I tune him out as he continues to plan Nate’s future, wondering what the hell this is going to mean for us. We
just
got to a good place, but I’ve been very worried about what the future holds. Now I’m not even going to get that final time to solidify things between us. Plus, we’re going to have this scandal to deal with. Not to be selfish, but how will it reflect on my career if I’m the girl he cheated on with a minor? Whatever the true story is, that’s how the world will see it.

Kim won’t allow it. I don’t want her to rule my life, but there’s no doubt that she does—all for the good of my future, apparently. She’ll never go for this, no matter how many times I tell her that I’m in love. I’ll be a washed-up nothing in moments.

Before I know it, the tears are flowing down my face. I’m absolutely gutted that I’m going to have to say goodbye to Nate right now, and I’m also upset about what he’s going to have to face alone, without me. The vultures will tear him apart—and that’s without even considering the Internet. People online are vile at the best of times, never mind when something like this has happened. They’ll be calling him all the names under the sun, and there won’t be a damn thing I can do about it.

I grip his hand, wishing I had the answers, wishing I could say
anything
to make it right. But what the hell can I say to this? I don’t think anyone could make any of us feel better right now.

“You’re going to have to come out the back way with me now, Nate,” Paul finishes sternly. “There are a
lot
of paparazzi waiting out there, and I’d much rather avoid photographs if I can.”

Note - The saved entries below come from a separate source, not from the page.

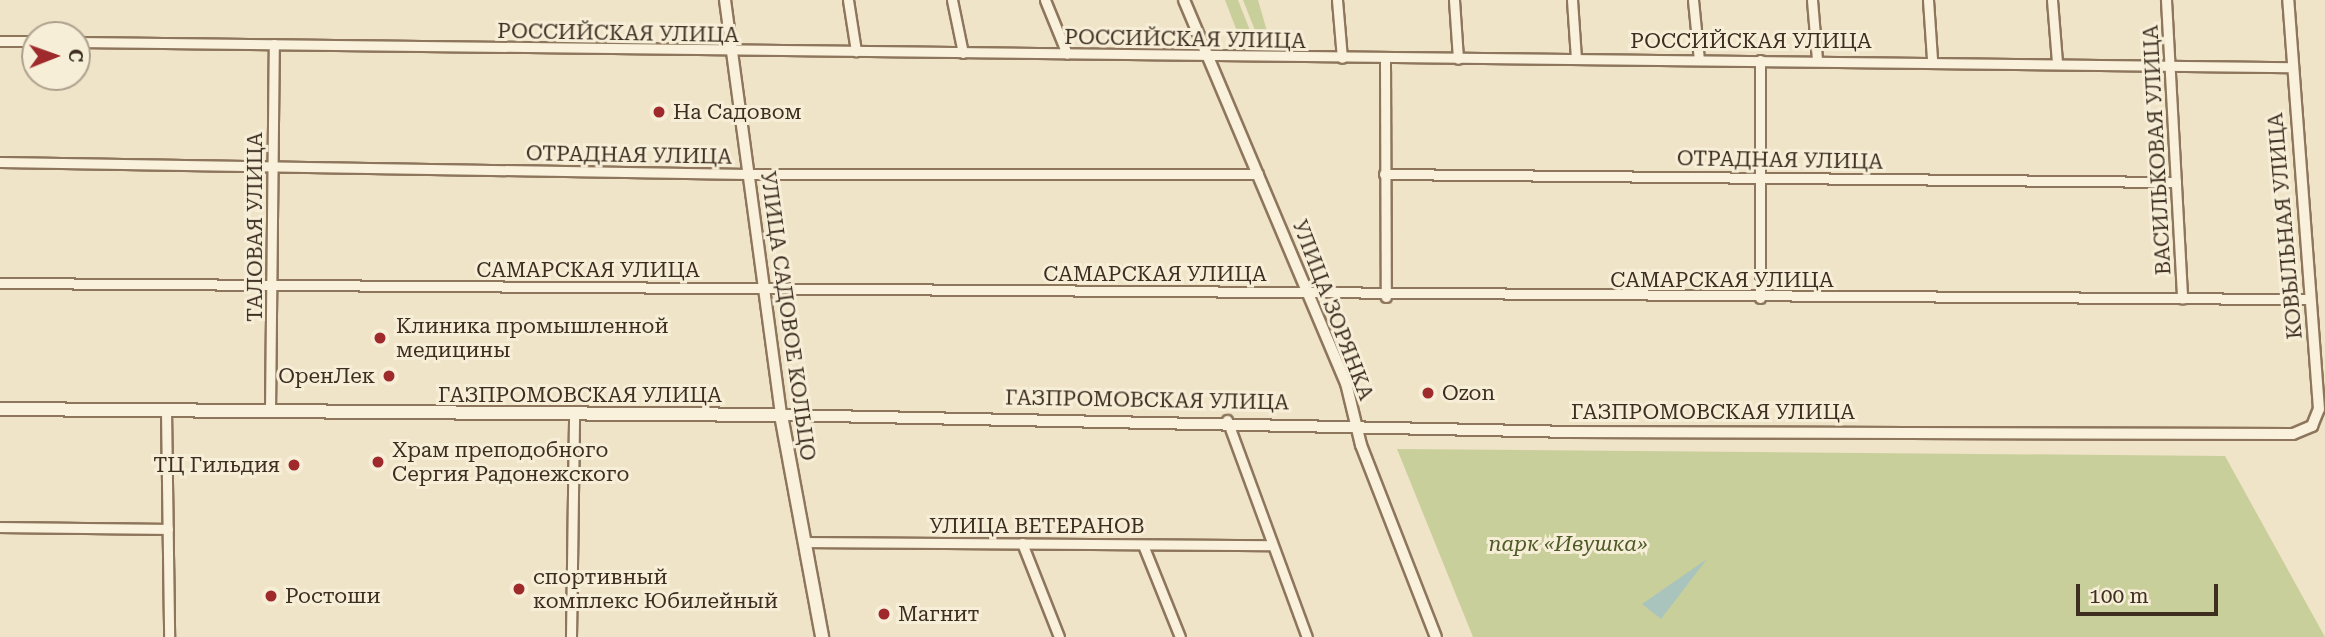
<!DOCTYPE html>
<meta charset="utf-8">
<style>
body{margin:0}
#map{position:relative;width:2325px;height:637px;overflow:hidden;background:#f0e4c8;font-family:"Roboto Serif",serif}
div>[style]{position:absolute}
.green>*{inset:0;background:#c9cf9b}
.water>*{inset:0;background:#a9c4bc}
.roads{filter:drop-shadow(2px 0 #8d765c) drop-shadow(-2px 0 #8d765c) drop-shadow(0 2px #8d765c) drop-shadow(0 -2px #8d765c)}
.minor>*{height:9px;margin:-4.5px;padding:0 4.5px;transform-origin:4.5px;border-radius:4.5px;background:#faf1dc}
.tertiary>*{height:10px;margin:-5px;padding:0 5px;transform-origin:5px;border-radius:5px;background:#faf1dc}
.secondary>*{height:12px;margin:-6px;padding:0 6px;transform-origin:6px;border-radius:6px;background:#faf1dc}
.dots>*{width:19px;height:19px;translate:-50% -50%;box-sizing:border-box;border:4px solid #f7eed8;border-radius:50%}
span{translate:-50% -50%;white-space:nowrap;text-align:center;line-height:1.15;-webkit-text-stroke:6px #f7eed8;paint-order:stroke}
.street-label{font-size:21px;color:#3d2e20}
.poi-label{font-size:21px;color:#3d2e20}
.left{translate:0 -50%;text-align:left}
.right{translate:-100% -50%;text-align:right}
.park-label{font-size:21px;color:#4d5a26;font-style:italic}
.north{position:absolute;left:21px;top:21px;width:70px;height:70px;box-sizing:border-box;background:#f7eed8;border:2px solid #ada18e;border-radius:50%;rotate:89deg;font-size:19px;font-weight:700;line-height:28px;text-align:center;color:#3d2e20}
.north::after{content:'';display:block;margin:auto;width:24px;height:32px;background:#9e2a2b;clip-path:polygon(50% 0,100% 100%,50% 72%,0 100%)}
.scale{position:absolute;left:2076px;top:584px;width:142px;height:32px;box-sizing:border-box;border:4px solid #3d2e20;border-top:0;padding-left:9px;font-size:21px;line-height:24px;white-space:nowrap;color:#3d2e20;-webkit-text-stroke:5px #f7eed8;paint-order:stroke}
</style>
<div id="map">
<div class="green">
<div style="clip-path:polygon(1225px 0,1238px 0,1253px 38px,1238px 34px)"></div>
<div style="clip-path:polygon(1243px 0,1258px 0,1269px 38px,1258px 38px)"></div>
<div style="clip-path:polygon(1397px 449px,2225px 456px,2325px 637px,1473px 637px)"></div>
</div>
<div class="water">
<div style="clip-path:polygon(1707px 559px,1661px 619px,1642px 604px)"></div>
</div>
<div class="roads">
<div class="minor">
<div style="left:848px;top:0;width:52px;rotate:81.1deg"></div>
<div style="left:952px;top:0;width:54px;rotate:78.3deg"></div>
<div style="left:1045px;top:0;width:58px;rotate:67.8deg"></div>
<div style="left:1337px;top:0;width:58px;rotate:85.1deg"></div>
<div style="left:1454px;top:0;width:59px;rotate:86.1deg"></div>
<div style="left:1572px;top:0;width:58px;rotate:86.1deg"></div>
<div style="left:1693px;top:0;width:60px;rotate:84.3deg"></div>
<div style="left:1812px;top:0;width:59px;rotate:85.2deg"></div>
<div style="left:1928px;top:0;width:59px;rotate:86.1deg"></div>
<div style="left:2052px;top:0;width:62px;rotate:85.4deg"></div>
<div style="left:2166px;top:0;width:299px;rotate:86.9deg"></div>
<div style="left:0;top:41px;width:35px"></div>
<div style="left:77px;top:42px;width:2215px;rotate:0.65deg"></div>
<div style="left:1385px;top:60px;width:237px;rotate:89.8deg"></div>
<div style="left:1760px;top:60px;width:238px;rotate:90deg"></div>
<div style="left:0;top:162px;width:747px;rotate:0.92deg"></div>
<div style="left:747px;top:174px;width:511px"></div>
<div style="left:1384px;top:174px;width:792px;rotate:0.58deg"></div>
<div style="left:0;top:283px;width:2310px;rotate:0.4deg"></div>
<div style="left:166px;top:410px;width:227px;rotate:89.2deg"></div>
<div style="left:270px;top:411px;width:367px;rotate:-89.4deg"></div>
<div style="left:1227px;top:420px;width:231px;rotate:69.8deg"></div>
<div style="left:0;top:527px;width:168px;rotate:0.7deg"></div>
<div style="left:804px;top:542px;width:465px;rotate:0.4deg"></div>
<div style="left:1022px;top:543px;width:101px;rotate:68.5deg"></div>
<div style="left:1143px;top:545px;width:99px;rotate:68.1deg"></div>
<div style="left:571px;top:637px;width:223px;rotate:-89.2deg"></div>
</div>
<div class="tertiary">
<div style="left:725px;top:0;width:419px;rotate:82.3deg"></div>
<div style="left:781px;top:415px;width:789px;rotate:1.23deg"></div>
<div style="left:1570px;top:432px;width:723px;rotate:0.16deg"></div>
<div style="left:2293px;top:434px;width:21px;rotate:-23deg"></div>
<div style="left:2312px;top:426px;width:18px;rotate:-68deg"></div>
<div style="left:2319px;top:409px;width:410px;rotate:-94.3deg"></div>
<div style="left:1184px;top:0;width:416px;rotate:67.1deg"></div>
<div style="left:1346px;top:383px;width:64px;rotate:76.4deg"></div>
<div style="left:1361px;top:445px;width:206px;rotate:68.7deg"></div>
</div>
<div class="secondary">
<div style="left:0;top:409px;width:781px;rotate:0.44deg"></div>
<div style="left:781px;top:415px;width:226px;rotate:79.5deg"></div>
</div>
</div>
<div class="dots">
<div style="left:659px;top:112px;background:#9e2a2b"></div>
<div style="left:380px;top:338px;background:#9e2a2b"></div>
<div style="left:389px;top:376px;background:#9e2a2b"></div>
<div style="left:1428px;top:393px;background:#9e2a2b"></div>
<div style="left:378px;top:462px;background:#9e2a2b"></div>
<div style="left:294px;top:465px;background:#9e2a2b"></div>
<div style="left:519px;top:589px;background:#9e2a2b"></div>
<div style="left:271px;top:596px;background:#9e2a2b"></div>
<div style="left:884px;top:614px;background:#9e2a2b"></div>
</div>
<div class="street-label">
<span style="left:618px;top:33px;rotate:1deg">РОССИЙСКАЯ УЛИЦА</span>
<span style="left:1185px;top:39px;rotate:1deg">РОССИЙСКАЯ УЛИЦА</span>
<span style="left:1751px;top:41px">РОССИЙСКАЯ УЛИЦА</span>
<span style="left:2157px;top:150px;rotate:-93deg">ВАСИЛЬКОВАЯ УЛИЦА</span>
<span style="left:629px;top:155px;rotate:1deg">ОТРАДНАЯ УЛИЦА</span>
<span style="left:1780px;top:160px;rotate:1deg">ОТРАДНАЯ УЛИЦА</span>
<span style="left:2285px;top:226px;rotate:-95deg">КОВЫЛЬНАЯ УЛИЦА</span>
<span style="left:255px;top:227px;rotate:-90deg">ТАЛОВАЯ УЛИЦА</span>
<span style="left:588px;top:270px">САМАРСКАЯ УЛИЦА</span>
<span style="left:1155px;top:274px">САМАРСКАЯ УЛИЦА</span>
<span style="left:1722px;top:280px">САМАРСКАЯ УЛИЦА</span>
<span style="left:1333px;top:310px;rotate:69deg">УЛИЦА ЗОРЯНКА</span>
<span style="left:788px;top:316px;rotate:82deg">УЛИЦА САДОВОЕ КОЛЬЦО</span>
<span style="left:580px;top:395px">ГАЗПРОМОВСКАЯ УЛИЦА</span>
<span style="left:1147px;top:400px;rotate:1deg">ГАЗПРОМОВСКАЯ УЛИЦА</span>
<span style="left:1713px;top:412px">ГАЗПРОМОВСКАЯ УЛИЦА</span>
<span style="left:1037px;top:526px">УЛИЦА ВЕТЕРАНОВ</span>
</div>
<div class="poi-label">
<span class="left" style="left:673px;top:112px">На Садовом</span>
<span class="left" style="left:396px;top:338px">Клиника промышленной<br>медицины</span>
<span class="right" style="left:375px;top:376px">ОренЛек</span>
<span class="left" style="left:1442px;top:393px">Ozon</span>
<span class="left" style="left:392px;top:462px">Храм преподобного<br>Сергия Радонежского</span>
<span class="right" style="left:280px;top:465px">ТЦ Гильдия</span>
<span class="left" style="left:533px;top:589px">спортивный<br>комплекс Юбилейный</span>
<span class="left" style="left:285px;top:596px">Ростоши</span>
<span class="left" style="left:898px;top:614px">Магнит</span>
</div>
<div class="park-label">
<span style="left:1568px;top:544px">парк «Ивушка»</span>
</div>
<div class="north">С</div>
<div class="scale">100 m</div>
</div>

“Yeah, me too,” Nate murmurs sadly.

“I’ll come with you,” I announce quickly. “I’ll do whatever I can to help.”

“I’m sorry. You can’t,” Paul jumps in. “Kim wants you to stay here. She doesn’t want you to get involved in this at all. Plus, there’s nothing you can do anyway. We’ll be racing into a car and getting away from here as quickly as possible. We have so much to do. We can’t hang around. Sorry, Jem. I know this isn’t easy.”

Nate drags me into a hug, and I’m racked with sobs against him. This is too much. It’s too painful, and I won’t even get to say a proper goodbye to him. This has to be the worst thing to ever happen to me!

“Come on, Nate.” Paul eventually tears us apart. “We really have to go. We can’t wait any longer.”

Then he’s gone, and I’m standing on this massive ship by myself, weeping like a pathetic mess and wondering what’s next for me.